WASHINGTON–A new report from the Office of the Comptroller of the Currency (OCC) says national banks have been “weathering” the COVID pandemic, but the effects of weak loan demand and low net interest margins can be seen in the data.

The OCC has released its Semiannual Risk Perspective for Fall 2021, which says the nation’s biggest banks are “weathering the COVID-19 crisis with resilience and satisfactory credit quality and strong earnings.

The report notes, however, that banks’ net interest margins dipped to a record low at federally insured banks in the first quarter of 2021.
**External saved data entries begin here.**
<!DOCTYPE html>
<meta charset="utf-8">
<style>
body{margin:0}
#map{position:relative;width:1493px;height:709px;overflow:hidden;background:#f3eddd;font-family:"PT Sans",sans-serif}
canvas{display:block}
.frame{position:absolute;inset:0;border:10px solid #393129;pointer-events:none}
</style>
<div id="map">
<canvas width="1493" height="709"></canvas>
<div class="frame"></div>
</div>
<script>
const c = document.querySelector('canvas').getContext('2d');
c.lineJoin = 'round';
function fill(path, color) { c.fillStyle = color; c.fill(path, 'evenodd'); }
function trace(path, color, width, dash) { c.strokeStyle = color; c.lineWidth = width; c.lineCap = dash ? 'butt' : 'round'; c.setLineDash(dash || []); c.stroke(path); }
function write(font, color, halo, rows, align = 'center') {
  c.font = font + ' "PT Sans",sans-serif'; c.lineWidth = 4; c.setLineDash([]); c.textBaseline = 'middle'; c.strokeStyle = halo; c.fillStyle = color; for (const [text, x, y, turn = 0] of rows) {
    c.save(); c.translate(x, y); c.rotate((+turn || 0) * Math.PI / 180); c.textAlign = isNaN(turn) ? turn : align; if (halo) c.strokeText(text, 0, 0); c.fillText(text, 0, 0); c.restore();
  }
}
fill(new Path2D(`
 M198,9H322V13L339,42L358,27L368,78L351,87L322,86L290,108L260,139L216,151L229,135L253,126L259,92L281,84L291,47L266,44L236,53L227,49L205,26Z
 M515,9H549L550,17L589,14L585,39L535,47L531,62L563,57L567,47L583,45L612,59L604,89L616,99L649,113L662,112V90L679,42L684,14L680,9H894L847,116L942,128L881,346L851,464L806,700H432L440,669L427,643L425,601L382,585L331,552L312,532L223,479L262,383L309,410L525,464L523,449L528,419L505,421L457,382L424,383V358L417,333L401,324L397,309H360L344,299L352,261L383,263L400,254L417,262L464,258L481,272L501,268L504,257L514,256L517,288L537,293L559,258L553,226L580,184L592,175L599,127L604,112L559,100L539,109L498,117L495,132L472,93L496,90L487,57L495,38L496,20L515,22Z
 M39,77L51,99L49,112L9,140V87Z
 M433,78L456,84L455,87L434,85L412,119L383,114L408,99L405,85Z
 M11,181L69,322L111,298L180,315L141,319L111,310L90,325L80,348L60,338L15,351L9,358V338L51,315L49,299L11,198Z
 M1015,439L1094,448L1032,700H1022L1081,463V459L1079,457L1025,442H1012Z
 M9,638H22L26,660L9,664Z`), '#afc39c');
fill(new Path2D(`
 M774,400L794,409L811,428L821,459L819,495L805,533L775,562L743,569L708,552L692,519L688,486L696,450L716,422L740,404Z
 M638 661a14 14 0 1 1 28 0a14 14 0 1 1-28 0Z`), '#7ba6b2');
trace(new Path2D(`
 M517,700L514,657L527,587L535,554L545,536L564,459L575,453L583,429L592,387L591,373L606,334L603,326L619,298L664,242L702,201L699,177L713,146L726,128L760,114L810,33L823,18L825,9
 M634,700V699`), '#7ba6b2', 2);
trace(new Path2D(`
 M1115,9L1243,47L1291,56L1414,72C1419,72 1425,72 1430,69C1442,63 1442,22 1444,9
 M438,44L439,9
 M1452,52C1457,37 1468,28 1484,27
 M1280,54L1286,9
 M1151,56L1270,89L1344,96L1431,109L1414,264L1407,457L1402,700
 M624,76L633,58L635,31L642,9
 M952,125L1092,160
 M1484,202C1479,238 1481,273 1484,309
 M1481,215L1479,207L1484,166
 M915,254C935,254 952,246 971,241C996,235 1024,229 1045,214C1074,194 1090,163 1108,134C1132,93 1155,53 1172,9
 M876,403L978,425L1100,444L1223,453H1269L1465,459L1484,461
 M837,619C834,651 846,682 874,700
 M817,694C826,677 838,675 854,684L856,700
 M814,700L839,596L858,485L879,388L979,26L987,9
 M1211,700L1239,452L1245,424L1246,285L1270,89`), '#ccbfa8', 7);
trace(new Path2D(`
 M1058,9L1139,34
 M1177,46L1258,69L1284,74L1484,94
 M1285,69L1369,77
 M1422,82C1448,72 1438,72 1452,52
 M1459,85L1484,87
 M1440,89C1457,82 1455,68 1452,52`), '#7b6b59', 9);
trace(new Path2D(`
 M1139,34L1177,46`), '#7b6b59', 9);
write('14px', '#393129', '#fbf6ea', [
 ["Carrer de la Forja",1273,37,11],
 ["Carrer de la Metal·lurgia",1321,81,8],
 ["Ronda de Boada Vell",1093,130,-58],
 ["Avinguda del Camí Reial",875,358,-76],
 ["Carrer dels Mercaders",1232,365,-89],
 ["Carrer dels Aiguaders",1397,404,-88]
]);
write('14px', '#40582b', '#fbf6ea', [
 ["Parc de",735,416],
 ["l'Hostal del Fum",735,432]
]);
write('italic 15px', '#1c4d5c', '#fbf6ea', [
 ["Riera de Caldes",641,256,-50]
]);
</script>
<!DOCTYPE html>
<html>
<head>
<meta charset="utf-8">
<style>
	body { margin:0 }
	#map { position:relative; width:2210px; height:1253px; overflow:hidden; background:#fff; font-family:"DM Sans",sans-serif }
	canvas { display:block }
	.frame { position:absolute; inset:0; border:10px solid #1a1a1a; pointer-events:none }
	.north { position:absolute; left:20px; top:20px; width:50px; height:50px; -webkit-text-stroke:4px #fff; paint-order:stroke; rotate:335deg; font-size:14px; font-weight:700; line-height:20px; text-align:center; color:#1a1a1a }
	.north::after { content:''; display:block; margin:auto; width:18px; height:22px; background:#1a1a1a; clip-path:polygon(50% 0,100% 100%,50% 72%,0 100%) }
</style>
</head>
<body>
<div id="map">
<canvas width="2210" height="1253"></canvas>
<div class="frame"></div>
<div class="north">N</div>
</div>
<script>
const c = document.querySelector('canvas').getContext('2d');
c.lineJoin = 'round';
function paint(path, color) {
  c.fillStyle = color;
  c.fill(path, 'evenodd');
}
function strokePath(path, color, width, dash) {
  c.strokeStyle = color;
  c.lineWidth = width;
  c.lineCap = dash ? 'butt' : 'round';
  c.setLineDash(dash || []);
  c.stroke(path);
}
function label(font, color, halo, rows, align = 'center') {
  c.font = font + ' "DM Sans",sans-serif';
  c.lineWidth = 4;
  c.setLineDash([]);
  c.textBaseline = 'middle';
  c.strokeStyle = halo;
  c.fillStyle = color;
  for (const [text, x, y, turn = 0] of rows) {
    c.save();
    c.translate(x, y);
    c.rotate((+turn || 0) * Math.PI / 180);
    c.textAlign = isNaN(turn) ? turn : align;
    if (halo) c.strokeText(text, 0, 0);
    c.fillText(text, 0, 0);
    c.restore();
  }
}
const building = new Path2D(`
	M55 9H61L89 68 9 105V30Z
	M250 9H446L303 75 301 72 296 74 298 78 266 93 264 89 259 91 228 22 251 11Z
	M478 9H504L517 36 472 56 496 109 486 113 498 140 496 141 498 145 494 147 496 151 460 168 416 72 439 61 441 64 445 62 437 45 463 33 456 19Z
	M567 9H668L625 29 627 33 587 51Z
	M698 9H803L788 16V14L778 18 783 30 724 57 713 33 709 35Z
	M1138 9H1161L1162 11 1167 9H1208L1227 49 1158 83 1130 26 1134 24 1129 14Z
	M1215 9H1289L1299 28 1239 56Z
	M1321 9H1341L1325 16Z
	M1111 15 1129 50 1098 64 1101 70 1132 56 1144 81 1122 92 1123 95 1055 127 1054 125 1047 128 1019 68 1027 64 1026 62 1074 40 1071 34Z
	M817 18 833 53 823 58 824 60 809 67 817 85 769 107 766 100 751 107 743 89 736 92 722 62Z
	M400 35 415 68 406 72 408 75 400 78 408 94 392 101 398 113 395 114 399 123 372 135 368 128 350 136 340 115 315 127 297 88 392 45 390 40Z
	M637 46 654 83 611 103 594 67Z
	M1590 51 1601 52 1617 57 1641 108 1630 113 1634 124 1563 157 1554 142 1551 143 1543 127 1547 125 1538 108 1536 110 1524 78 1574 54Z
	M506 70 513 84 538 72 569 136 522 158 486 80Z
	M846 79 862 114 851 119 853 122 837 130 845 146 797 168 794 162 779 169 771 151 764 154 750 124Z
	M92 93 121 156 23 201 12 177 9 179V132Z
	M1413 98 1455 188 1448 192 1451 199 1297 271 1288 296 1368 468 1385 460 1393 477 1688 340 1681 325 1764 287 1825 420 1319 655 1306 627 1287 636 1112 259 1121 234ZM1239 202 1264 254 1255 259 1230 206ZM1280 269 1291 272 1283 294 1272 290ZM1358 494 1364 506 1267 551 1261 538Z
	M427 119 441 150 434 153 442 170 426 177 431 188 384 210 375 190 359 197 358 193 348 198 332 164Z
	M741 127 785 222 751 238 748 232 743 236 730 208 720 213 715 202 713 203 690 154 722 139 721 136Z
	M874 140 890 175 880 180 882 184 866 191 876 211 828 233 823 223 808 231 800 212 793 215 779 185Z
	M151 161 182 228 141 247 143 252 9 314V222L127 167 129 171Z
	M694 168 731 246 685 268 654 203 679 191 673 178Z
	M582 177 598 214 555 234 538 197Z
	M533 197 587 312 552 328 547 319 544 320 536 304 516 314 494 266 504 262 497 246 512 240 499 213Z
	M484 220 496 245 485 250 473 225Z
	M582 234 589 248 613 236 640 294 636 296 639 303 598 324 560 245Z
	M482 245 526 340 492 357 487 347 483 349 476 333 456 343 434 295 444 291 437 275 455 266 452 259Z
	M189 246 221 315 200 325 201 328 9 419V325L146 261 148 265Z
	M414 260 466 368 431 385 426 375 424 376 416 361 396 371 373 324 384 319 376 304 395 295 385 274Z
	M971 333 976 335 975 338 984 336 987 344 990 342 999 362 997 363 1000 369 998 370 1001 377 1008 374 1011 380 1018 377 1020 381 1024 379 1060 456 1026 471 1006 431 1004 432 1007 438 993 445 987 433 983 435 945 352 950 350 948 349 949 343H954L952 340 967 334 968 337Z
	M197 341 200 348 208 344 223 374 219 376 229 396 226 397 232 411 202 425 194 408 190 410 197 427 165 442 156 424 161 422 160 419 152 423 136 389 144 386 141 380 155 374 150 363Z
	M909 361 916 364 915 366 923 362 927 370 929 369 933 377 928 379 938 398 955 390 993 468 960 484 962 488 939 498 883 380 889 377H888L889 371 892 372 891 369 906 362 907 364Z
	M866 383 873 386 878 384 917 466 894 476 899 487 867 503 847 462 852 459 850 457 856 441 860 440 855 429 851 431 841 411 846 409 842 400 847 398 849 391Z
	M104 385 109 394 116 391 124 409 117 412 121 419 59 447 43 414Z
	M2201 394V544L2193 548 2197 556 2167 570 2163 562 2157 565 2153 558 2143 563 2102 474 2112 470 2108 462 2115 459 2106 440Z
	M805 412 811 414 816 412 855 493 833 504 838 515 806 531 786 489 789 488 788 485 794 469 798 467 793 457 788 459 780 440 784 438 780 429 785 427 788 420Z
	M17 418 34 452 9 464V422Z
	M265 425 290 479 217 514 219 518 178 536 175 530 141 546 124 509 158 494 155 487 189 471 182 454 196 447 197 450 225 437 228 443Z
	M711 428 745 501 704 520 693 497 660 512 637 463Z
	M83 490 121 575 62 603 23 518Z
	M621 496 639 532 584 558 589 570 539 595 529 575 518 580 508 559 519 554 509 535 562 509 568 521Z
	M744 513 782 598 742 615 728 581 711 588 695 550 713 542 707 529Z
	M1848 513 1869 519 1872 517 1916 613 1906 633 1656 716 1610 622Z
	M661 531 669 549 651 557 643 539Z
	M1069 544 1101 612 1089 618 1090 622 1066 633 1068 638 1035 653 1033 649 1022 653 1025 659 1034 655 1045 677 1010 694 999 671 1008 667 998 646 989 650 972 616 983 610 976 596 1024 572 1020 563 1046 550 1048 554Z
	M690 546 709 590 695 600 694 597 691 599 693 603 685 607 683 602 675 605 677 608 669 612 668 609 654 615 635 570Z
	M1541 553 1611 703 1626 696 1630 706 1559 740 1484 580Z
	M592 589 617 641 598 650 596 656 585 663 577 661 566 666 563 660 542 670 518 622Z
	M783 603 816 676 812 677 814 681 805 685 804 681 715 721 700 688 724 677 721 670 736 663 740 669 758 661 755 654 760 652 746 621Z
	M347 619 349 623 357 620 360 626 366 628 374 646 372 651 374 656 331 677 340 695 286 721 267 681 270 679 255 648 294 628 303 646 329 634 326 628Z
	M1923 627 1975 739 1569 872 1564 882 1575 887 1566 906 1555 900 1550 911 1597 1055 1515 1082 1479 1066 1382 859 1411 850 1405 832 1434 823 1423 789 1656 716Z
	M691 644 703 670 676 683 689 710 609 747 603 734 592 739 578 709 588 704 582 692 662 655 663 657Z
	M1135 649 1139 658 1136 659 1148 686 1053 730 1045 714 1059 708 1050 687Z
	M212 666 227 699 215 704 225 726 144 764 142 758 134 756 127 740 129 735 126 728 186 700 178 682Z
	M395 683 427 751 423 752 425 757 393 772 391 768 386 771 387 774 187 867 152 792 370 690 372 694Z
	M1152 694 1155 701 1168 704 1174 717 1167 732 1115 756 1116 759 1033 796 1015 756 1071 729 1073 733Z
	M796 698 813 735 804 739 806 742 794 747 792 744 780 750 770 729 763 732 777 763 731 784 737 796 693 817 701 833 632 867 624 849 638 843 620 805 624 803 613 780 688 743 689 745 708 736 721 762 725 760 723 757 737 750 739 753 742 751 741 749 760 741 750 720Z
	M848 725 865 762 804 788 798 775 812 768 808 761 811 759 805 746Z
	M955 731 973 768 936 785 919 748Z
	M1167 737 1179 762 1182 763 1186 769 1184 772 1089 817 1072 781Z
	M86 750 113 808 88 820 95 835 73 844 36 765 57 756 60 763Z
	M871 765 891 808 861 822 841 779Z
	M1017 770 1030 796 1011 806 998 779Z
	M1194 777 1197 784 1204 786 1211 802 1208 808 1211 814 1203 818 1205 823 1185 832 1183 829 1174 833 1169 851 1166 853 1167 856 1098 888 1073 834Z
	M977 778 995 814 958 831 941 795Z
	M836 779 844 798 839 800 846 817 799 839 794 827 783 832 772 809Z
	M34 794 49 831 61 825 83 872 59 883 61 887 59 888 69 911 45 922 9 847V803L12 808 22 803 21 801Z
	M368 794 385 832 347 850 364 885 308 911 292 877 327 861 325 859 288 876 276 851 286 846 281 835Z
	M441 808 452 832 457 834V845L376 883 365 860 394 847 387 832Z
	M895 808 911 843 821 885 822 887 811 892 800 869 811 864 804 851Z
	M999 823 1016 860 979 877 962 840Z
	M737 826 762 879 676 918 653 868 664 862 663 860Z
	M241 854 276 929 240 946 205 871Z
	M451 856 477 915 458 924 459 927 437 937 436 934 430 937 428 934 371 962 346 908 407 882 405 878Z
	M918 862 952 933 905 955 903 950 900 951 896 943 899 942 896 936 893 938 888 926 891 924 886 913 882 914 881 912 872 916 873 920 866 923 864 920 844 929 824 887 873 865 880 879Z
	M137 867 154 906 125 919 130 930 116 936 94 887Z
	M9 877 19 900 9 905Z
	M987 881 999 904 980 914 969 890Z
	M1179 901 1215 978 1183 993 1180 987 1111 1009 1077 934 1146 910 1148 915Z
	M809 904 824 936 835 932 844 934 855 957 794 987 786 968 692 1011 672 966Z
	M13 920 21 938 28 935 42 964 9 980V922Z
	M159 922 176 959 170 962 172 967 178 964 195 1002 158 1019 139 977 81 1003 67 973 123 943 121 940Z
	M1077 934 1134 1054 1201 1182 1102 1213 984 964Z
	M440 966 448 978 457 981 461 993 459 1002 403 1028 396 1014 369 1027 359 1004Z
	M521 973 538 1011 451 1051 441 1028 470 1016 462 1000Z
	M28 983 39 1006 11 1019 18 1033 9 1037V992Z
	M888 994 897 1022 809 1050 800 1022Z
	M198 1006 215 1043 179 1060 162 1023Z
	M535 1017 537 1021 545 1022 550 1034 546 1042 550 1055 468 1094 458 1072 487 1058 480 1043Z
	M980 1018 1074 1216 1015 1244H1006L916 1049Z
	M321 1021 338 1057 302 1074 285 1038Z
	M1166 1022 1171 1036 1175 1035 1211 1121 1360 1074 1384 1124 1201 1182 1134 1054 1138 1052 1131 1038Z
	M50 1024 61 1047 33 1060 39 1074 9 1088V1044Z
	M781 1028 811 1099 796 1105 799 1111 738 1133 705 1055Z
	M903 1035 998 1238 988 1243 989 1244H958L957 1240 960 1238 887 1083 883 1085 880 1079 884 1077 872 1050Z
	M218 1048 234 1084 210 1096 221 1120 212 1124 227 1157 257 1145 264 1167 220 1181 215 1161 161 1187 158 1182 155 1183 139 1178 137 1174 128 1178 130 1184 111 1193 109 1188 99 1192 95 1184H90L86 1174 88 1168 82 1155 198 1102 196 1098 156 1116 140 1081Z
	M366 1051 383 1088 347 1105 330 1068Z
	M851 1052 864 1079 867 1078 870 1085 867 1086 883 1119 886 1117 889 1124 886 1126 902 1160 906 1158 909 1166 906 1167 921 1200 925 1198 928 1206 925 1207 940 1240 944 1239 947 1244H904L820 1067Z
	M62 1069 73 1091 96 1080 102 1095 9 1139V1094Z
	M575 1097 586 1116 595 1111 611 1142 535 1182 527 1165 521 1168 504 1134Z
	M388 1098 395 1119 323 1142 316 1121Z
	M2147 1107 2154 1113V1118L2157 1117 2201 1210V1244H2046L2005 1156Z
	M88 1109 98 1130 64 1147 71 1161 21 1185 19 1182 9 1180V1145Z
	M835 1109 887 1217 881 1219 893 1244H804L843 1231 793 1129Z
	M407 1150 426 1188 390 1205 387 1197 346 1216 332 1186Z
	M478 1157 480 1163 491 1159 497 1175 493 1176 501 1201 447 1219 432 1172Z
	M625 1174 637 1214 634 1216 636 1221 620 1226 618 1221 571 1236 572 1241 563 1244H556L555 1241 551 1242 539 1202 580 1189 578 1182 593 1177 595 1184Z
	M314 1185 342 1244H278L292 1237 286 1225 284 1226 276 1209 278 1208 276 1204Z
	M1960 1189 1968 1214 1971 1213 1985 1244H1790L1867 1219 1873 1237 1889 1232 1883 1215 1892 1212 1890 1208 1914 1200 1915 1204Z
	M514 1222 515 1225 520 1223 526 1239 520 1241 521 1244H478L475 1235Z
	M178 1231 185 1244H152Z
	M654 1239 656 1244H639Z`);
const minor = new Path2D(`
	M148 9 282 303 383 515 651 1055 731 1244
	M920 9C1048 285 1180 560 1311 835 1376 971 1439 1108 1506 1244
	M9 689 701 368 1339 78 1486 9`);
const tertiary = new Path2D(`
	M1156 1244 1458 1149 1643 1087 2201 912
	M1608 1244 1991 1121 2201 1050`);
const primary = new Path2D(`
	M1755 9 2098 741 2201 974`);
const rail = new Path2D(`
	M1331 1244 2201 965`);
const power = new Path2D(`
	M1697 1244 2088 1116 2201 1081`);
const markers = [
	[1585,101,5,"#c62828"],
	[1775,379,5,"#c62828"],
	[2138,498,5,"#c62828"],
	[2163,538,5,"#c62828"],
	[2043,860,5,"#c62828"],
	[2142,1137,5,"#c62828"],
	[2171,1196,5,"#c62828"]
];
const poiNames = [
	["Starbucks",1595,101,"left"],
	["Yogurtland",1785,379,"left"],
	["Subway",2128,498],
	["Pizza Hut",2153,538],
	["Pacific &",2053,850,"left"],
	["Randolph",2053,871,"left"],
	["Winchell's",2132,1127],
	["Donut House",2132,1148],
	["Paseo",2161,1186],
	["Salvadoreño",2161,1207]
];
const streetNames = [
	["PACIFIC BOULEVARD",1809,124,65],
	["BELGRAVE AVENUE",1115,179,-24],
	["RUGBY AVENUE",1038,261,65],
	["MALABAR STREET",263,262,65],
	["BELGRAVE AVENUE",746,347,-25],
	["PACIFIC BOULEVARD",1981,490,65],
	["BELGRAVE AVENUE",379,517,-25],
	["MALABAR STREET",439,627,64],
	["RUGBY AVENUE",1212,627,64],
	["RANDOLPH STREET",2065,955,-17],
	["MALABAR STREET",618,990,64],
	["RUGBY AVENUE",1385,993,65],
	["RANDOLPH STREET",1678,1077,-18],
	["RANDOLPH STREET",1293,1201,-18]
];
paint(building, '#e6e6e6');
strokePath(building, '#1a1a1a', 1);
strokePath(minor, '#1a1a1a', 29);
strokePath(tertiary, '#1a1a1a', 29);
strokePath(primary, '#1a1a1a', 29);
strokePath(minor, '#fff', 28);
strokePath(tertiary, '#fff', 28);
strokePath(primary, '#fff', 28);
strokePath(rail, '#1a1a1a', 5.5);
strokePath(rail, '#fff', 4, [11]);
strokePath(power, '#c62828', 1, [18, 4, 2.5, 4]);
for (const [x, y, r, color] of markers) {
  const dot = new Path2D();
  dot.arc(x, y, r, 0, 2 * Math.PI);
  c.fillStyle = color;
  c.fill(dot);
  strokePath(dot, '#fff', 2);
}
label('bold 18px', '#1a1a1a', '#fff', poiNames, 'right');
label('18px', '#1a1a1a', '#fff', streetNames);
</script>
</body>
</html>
Other challenges, according to the OCC analysis, include increased operational risk as the result of an “evolving and increasingly complex operating environment and cyber risks.” Moreover, the report stated, compliance risk is being exacerbated by “regulatory changes and policy initiatives that continue to challenge risk management.”

Key Points

Other points raised in the OCC report:

  • The strategic actions being taken by banks to offset lower NIM and yields continue to present risks of their own.
  • Stimulus measures, low-yield investment options, and reduced lending opportunities have led to deposit inflows that resulted in additional highly liquid assets and lower margins as banks “struggled to find yield.”
  • It is likely banks will continue to attempt to further improve earnings through measures that include increasing credit risk (in both loans and investments), extending loan duration, and cost cutting, the report forecasts.
  • Credit risk is moderate, according to the report, as widespread government programs to offset the financial impact of the pandemic and appropriate risk management by banks has helped to moderate credit risk.